## [ASSIGNED TASK]
Could you restate every line of the data word for word?

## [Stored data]
= = = = = = =
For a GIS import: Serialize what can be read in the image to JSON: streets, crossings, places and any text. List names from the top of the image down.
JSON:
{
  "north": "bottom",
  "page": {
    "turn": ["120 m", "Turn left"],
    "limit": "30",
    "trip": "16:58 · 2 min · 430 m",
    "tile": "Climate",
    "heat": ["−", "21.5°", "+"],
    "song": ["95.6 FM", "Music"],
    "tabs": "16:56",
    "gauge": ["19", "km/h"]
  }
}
= = = = = = =
## [THE COMPLETED TASK]
For a GIS import: Serialize what can be read in the image to JSON: streets, crossings, places and any text. List names from the top of the image down.
JSON:
{
  "north": "bottom",
  "page": {
    "turn": ["120 m", "Turn left"],
    "limit": "30",
    "trip": "16:58 · 2 min · 430 m",
    "tile": "Climate",
    "heat": ["−", "21.5°", "+"],
    "song": ["95.6 FM", "Music"],
    "tabs": "16:56",
    "gauge": ["19", "km/h"]
  }
}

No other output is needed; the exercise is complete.